[Libre-soc-isa] [Bug 1056] questions and feedback (v2) on OPF RFC ls010
bugzilla-daemon at libre-soc.org
bugzilla-daemon at libre-soc.org
Thu Jun 1 02:12:01 BST 2023
https://bugs.libre-soc.org/show_bug.cgi?id=1056
--- Comment #44 from Paul Mackerras <paulus at ozlabs.org> ---
(In reply to Luke Kenneth Casson Leighton from comment #35)
> (In reply to Paul Mackerras from comment #30)
>
> > I think you mean sv.addi/elwidth=16 5,5,0x1122 (not 5,_0_,0x1122).
>
> ah! yes
>
> > I'll assume the 0 for RA is a typo caused by 3.27AM.
> >
> > > * then inspect (verilator) GPR(5) and read its contents
> > >
> > > is the answer you expect, regardless of LE/BE: 0x2356?
> > > or would it be
> > > * 0x2211_0000_0000_1234 (or 0x1122_0000_0000_1234) *or*
> > > * 0x0000_0000_0000_3456 due to addi being implicitly
> > > reversed-byte-order from sv.addi under BE?
> >
> > I would expect 0x1122_0000_0000_1234 in BE mode, since you have operated on
> > element 0 and elements are 16 bits wide.
>
> ahhh now *that* makes it clear. and is so far left-field of what i
> was modelling/expecting from the combinatorial explosion of possibilities
> that i couldn't possible guess it :)
>
> now, here's the thing (walk through the implications). where the LE
> element-access would be this:
>
> # assume everything LE-ordered and LSB-numbered
> gpr_width = 8 # bytrs
> num_gprs = 128 # in "upper" SV Compliancy Levels
> GPR_sram = [0x00] * gpr_width * num_gprs
> src_elbytes = src_elwidth // 8
> for i in range(VL):
> bytenum = i * src_elbytes # element offset in SRAM bytes
> ra_element_start = RA*gpr_width # vector start position
> ra_element_start += bytenum # element offset
> ra_element_end = ra_element_end + (src_elbytes-1)

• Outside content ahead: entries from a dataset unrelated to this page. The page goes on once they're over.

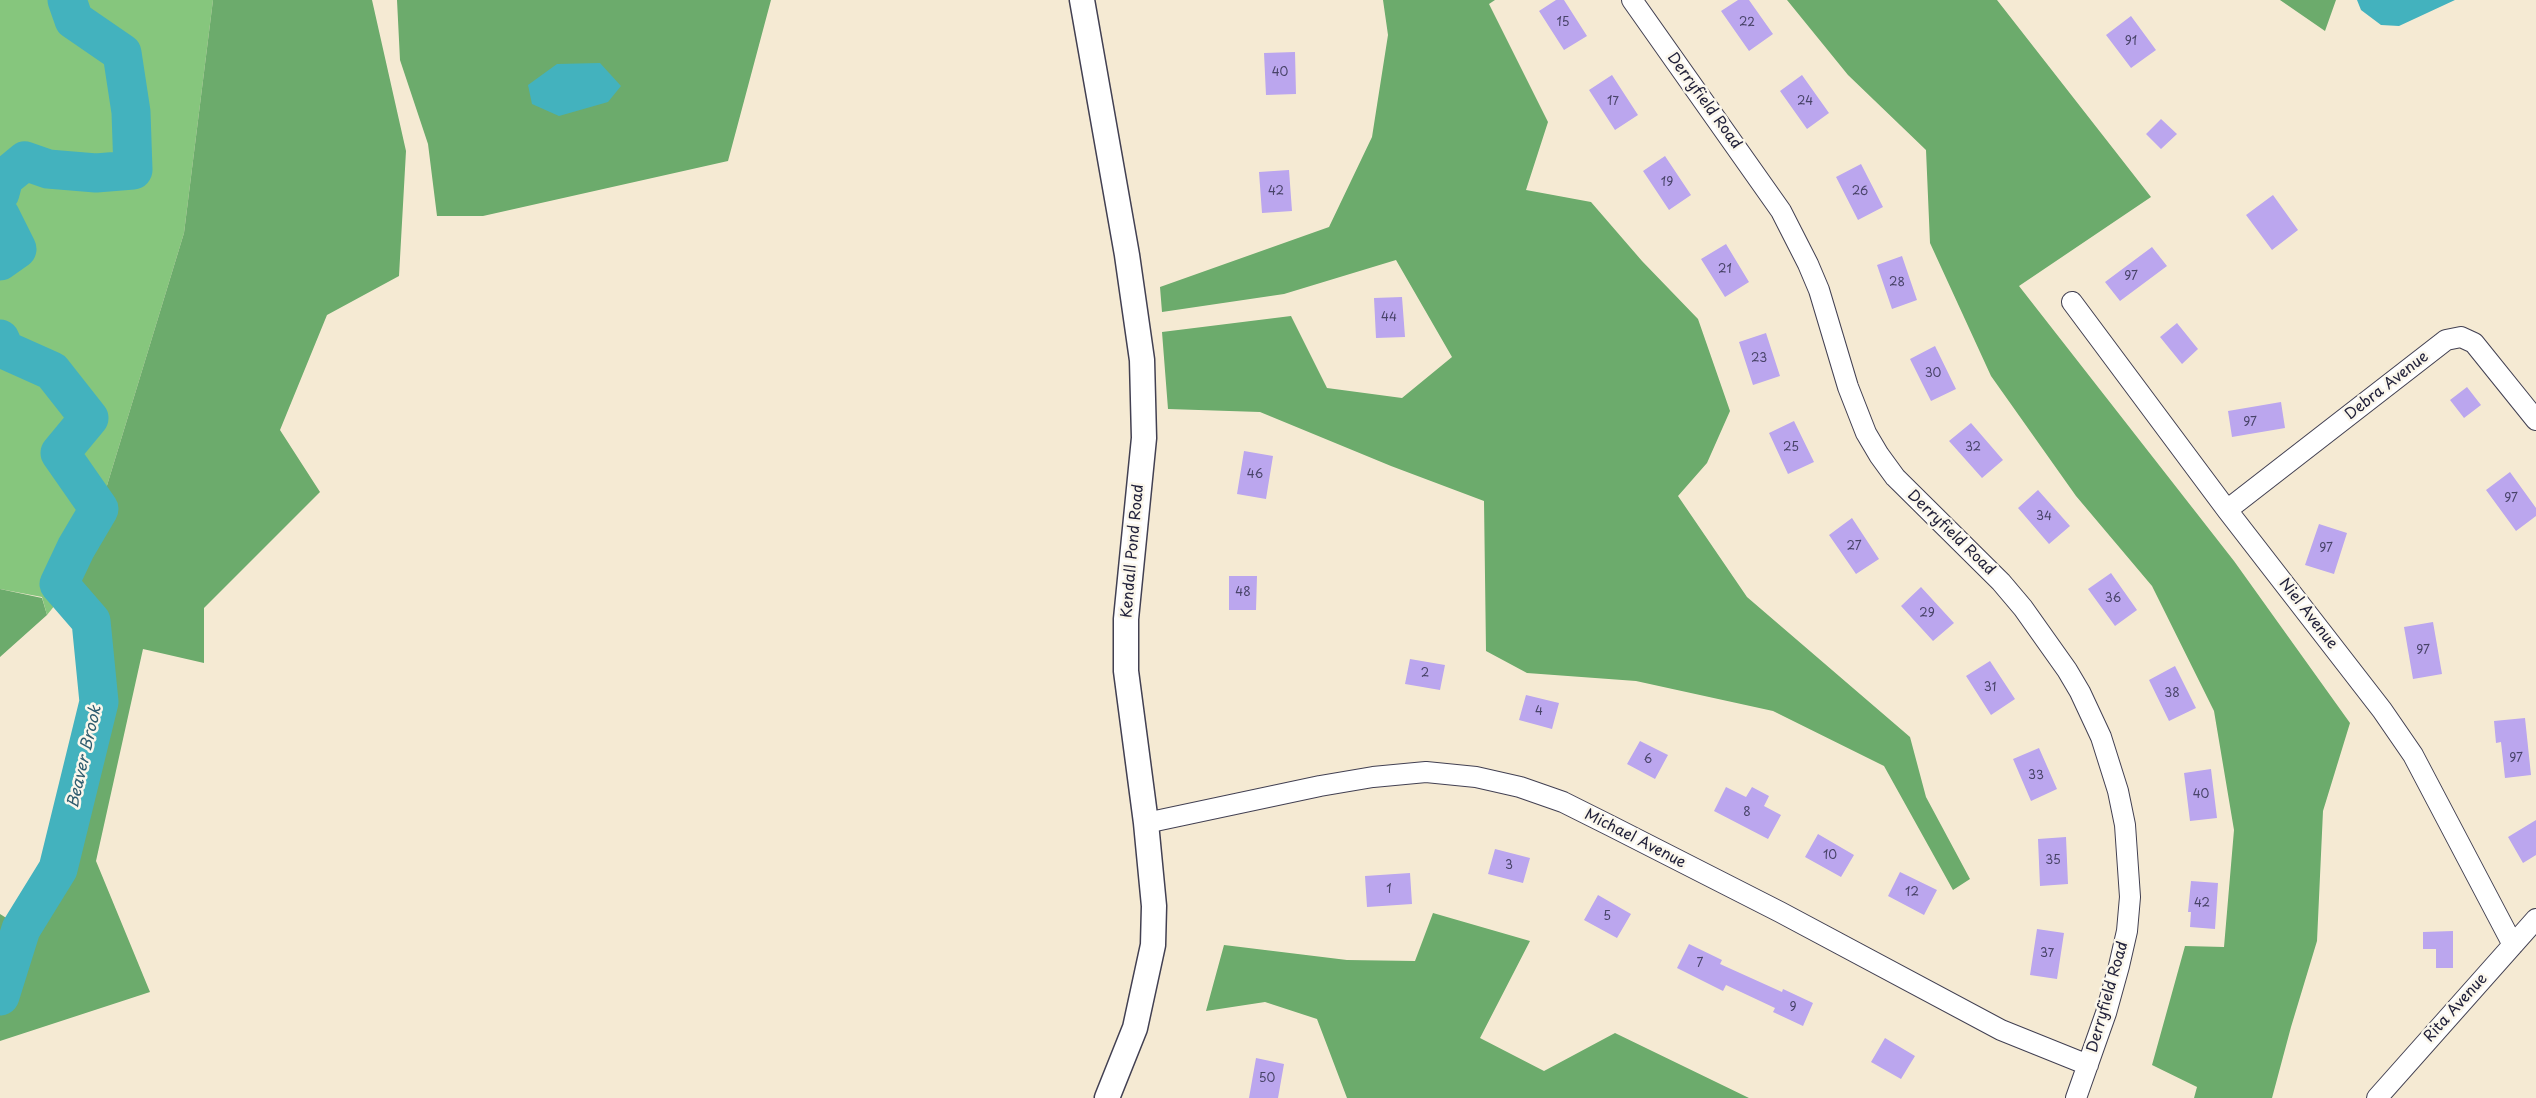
<!DOCTYPE html>
<style>
body{margin:0}
canvas{display:block;background:#f5ead3}
</style>
<canvas width="2536" height="1098"></canvas>
<script>
const g = document.querySelector('canvas').getContext('2d');
g.lineJoin = 'round';
function paint(path, color) { g.fillStyle = color; g.fill(path, 'evenodd'); }
const toPath = rows => new Path2D(rows.map(r => 'M' + r).join(''));
function trace(path, color, width, dash) { g.strokeStyle = color; g.lineWidth = width; g.lineCap = dash ? 'butt' : 'round'; g.setLineDash(dash || []); g.stroke(path); }
function drawText(font, color, halo, rows, align = 'center') {
  g.font = font + ' "Playpen Sans",sans-serif'; g.lineWidth = 5; g.setLineDash([]); g.textBaseline = 'middle'; g.strokeStyle = halo; g.fillStyle = color; for (const [text, x, y, turn = 0] of rows) {
    g.save(); g.translate(x, y); g.rotate((+turn || 0) * Math.PI / 180); g.textAlign = isNaN(turn) ? turn : align; if (halo) g.strokeText(text, 0, 0); g.fillText(text, 0, 0); g.restore();
  }
}
paint(toPath([
 [0,0,213,0,184,233,80,574,47,615,42,597,0,589]
]), '#86c67d');
paint(toPath([
 [213,0,372,0,406,151,399,276,327,315,280,430,320,492,204,608,204,663,143,649,96,861,150,992,0,1041,0,914,35,936,67,874,97,742,83,646,80,574,184,233],
 [397,0,771,0,728,161,483,216,437,216,428,144,400,60],
 [1383,0,1495,0,1489,4,1548,122,1526,190,1591,202,1642,261,1698,319,1730,411,1707,463,1678,496,1747,597,1910,737,1926,797,1970,879,1953,890,1884,766,1773,711,1636,681,1527,673,1486,651,1484,501,1391,466,1260,412,1168,409,1162,332,1291,316,1327,388,1402,398,1452,357,1396,260,1284,294,1162,312,1160,287,1329,227,1372,137,1388,35],
 [1787,0,1997,0,2151,197,2019,286,2234,561,2350,723,2323,811,2317,941,2291,1027,2272,1098,2194,1098,2197,1087,2152,1065,2185,946,2224,947,2234,830,2214,711,2152,586,2076,496,1991,376,1930,243,1926,150,1848,75],
 [2280,0,2336,0,2325,31],
 [0,589,42,598,47,615,0,657],
 [1433,913,1530,941,1480,1038,1544,1071,1615,1033,1749,1098,1347,1098,1317,1019,1265,1002,1206,1011,1224,945,1347,960,1415,961]
]), '#6cab6c');
paint(toPath([
 [2357,0,2455,0,2399,26,2381,25,2361,10],
 [600,63,621,86,608,102,559,116,532,104,528,85,557,64]
]), '#43b2be');
trace(toPath([
 [0,193,4,178,25,161,48,169,96,173,133,170,131,112,122,53,74,20,67,0],
 [0,215,17,249,0,261],
 [0,339,5,350,52,371,89,418,60,453,99,509,76,548,59,584,91,621,99,702,58,869,21,929,0,996]
]), '#43b2be', 39);
paint(toPath([
 [1556,0,1564,0,1587,36,1564,50,1539,11],
 [1738,0,1749,0,1773,34,1749,51,1721,11],
 [2131,16,2156,50,2131,68,2106,35],
 [1295,52,1296,94,1266,95,1264,53],
 [1612,75,1638,115,1615,130,1589,90],
 [1802,75,1829,113,1807,129,1780,91],
 [2161,119,2177,134,2161,149,2146,134],
 [1665,156,1691,195,1669,210,1643,171],
 [1861,164,1883,207,1858,220,1836,177],
 [1289,170,1292,211,1262,213,1259,172],
 [2273,195,2298,230,2272,250,2246,215],
 [1726,244,1749,282,1725,297,1701,259],
 [2152,247,2167,266,2120,301,2105,282],
 [1902,256,1917,300,1892,309,1877,265],
 [1402,297,1405,337,1376,338,1374,298],
 [2177,323,2198,349,2182,364,2160,337],
 [1766,333,1780,376,1753,385,1739,342],
 [1935,346,1956,389,1931,401,1910,359],
 [2467,387,2481,405,2464,418,2450,400],
 [2281,402,2285,428,2232,437,2228,411],
 [1794,421,1814,462,1788,474,1769,433],
 [1971,423,2003,460,1982,478,1949,441],
 [1244,451,1273,456,1266,499,1237,494],
 [2510,472,2536,508,2536,516,2516,531,2486,490],
 [2038,490,2070,526,2049,544,2018,508],
 [1852,518,1879,559,1856,574,1829,535],
 [2319,524,2347,533,2334,574,2305,565],
 [2111,573,2137,610,2115,626,2088,589],
 [1229,576,1257,576,1256,610,1229,610],
 [1921,587,1954,623,1933,641,1901,606],
 [2433,622,2442,674,2413,679,2404,627],
 [1410,659,1445,665,1440,690,1405,684],
 [1990,661,2015,699,1991,715,1966,676],
 [2175,666,2196,708,2169,721,2149,680],
 [1526,695,1559,703,1552,729,1519,720],
 [2525,718,2531,775,2505,778,2501,742,2496,743,2494,721],
 [1640,741,1668,755,1655,779,1627,764],
 [2039,748,2057,789,2031,801,2013,759],
 [2211,769,2217,818,2190,821,2184,773],
 [1726,787,1746,797,1752,787,1769,796,1764,806,1781,815,1768,839,1714,811],
 [2536,820,2536,855,2523,863,2508,837],
 [1818,834,1854,855,1841,877,1805,857],
 [2066,837,2068,884,2040,886,2038,839],
 [1495,849,1530,858,1523,883,1488,874],
 [1900,872,1937,890,1924,915,1888,896],
 [1410,873,1412,904,1367,907,1365,876],
 [2191,881,2218,883,2215,929,2190,927,2191,912,2188,912],
 [1598,895,1631,914,1617,938,1584,920],
 [2037,929,2064,933,2057,979,2030,975],
 [2453,931,2453,968,2436,968,2436,949,2423,949,2423,932],
 [1689,944,1722,960,1720,964,1782,992,1783,989,1813,1003,1803,1026,1773,1012,1775,1008,1726,985,1723,991,1677,968],
 [1885,1038,1915,1056,1901,1079,1871,1062],
 [1256,1058,1284,1064,1278,1098,1249,1098]
]), '#bba6ee');
const minor = toPath([
 [1632,0,1781,211,1808,264,1819,290,1848,387,1866,433,1879,455,1895,477,2001,582,2023,608,2067,670,2080,692,2101,737,2118,791,2125,825,2130,897,2127,931,2119,966,2106,1013,2076,1098],
 [2072,302,2227,510,2382,710,2413,755,2513,945],
 [2227,510,2446,340,2461,337,2474,343,2536,420],
 [1146,823,1320,786,1373,777,1426,772,1476,777,1520,787,1563,802,1611,826,1780,912,2001,1030,2088,1065],
 [2377,1098,2536,919]
]);
const tertiary = toPath([
 [1082,0,1127,255,1142,360,1144,438,1126,619,1126,671,1146,823,1154,906,1153,945,1135,1028,1107,1098]
]);
trace(minor, '#424052', 22);
trace(tertiary, '#424052', 27);
trace(minor, '#fff', 20);
trace(tertiary, '#fff', 24);
drawText('12px', '#484368', null, [
 ["15",1563,23],
 ["22",1747,23],
 ["91",2131,42],
 ["40",1280,73],
 ["17",1613,102],
 ["24",1805,102],
 ["19",1667,183],
 ["42",1276,192],
 ["26",1860,192],
 ["21",1725,270],
 ["97",2131,277],
 ["28",1897,283],
 ["44",1389,318],
 ["23",1759,359],
 ["30",1933,374],
 ["97",2250,423],
 ["25",1791,448],
 ["32",1973,448],
 ["46",1255,475],
 ["97",2511,499],
 ["34",2044,517],
 ["27",1854,547],
 ["97",2326,549],
 ["48",1243,593],
 ["36",2113,599],
 ["29",1927,614],
 ["97",2423,651],
 ["2",1425,674],
 ["31",1990,688],
 ["38",2172,694],
 ["4",1539,712],
 ["97",2516,759],
 ["6",1648,760],
 ["33",2036,776],
 ["40",2201,795],
 ["8",1747,813],
 ["10",1830,856],
 ["35",2053,861],
 ["3",1509,866],
 ["1",1389,890],
 ["12",1912,893],
 ["42",2202,904],
 ["5",1607,917],
 ["37",2047,954],
 ["7",1700,964],
 ["9",1793,1008],
 ["50",1267,1079]
]);
drawText('15px', '#22223b', '#fbf7ec', [
 ["Derryfield Road",1704,101,54],
 ["Debra Avenue",2387,386,-38],
 ["Derryfield Road",1951,533,44],
 ["Kendall Pond Road",1133,551,-85],
 ["Niel Avenue",2308,614,52],
 ["Michael Avenue",1635,839,27],
 ["Derryfield Road",2108,997,-74],
 ["Rita Avenue",2456,1008,-48]
]);
drawText('italic 16px', '#2f5c6f', '#fbf7ec', [
 ["Beaver Brook",85,757,-77]
]);
</script>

> ra_src_operand = GPR_sram[ra_element_start thru ra_element_end]
>
> a BE-reversal of the underlying SRAM-access would be:
>
> # *still* assume everything LE-ordered and LSB-numbered
> gpr_width = 8 # bytrs
> num_gprs = 128 # in "upper" SV Compliancy Levels
> GPR_sram = [0x00] * gpr_width * num_gprs
> src_elbytes = src_elwidth // 8
> for i in range(VL):
> offset = i * src_elbytes # element offset in SRAM bytes
> gpr_num = offset // gpr_width # relative GPR number
> bytenum = offset % gpr_width # byte-start in GPR
> ----> bytenum = ~bytenum & 0b1111_1111 # BE-inversion
No, this isn't right. It should be
bytenum = bytenum ^ (8 - src_elbytes)
> # now finally we know the element-offset start pos
> ra_element_start = (gpr_num * gpr_width) + bytenum
> ra_element_start += RA*gpr_width # add vector start position
> ra_element_end = ra_element_end + (src_elbytes-1)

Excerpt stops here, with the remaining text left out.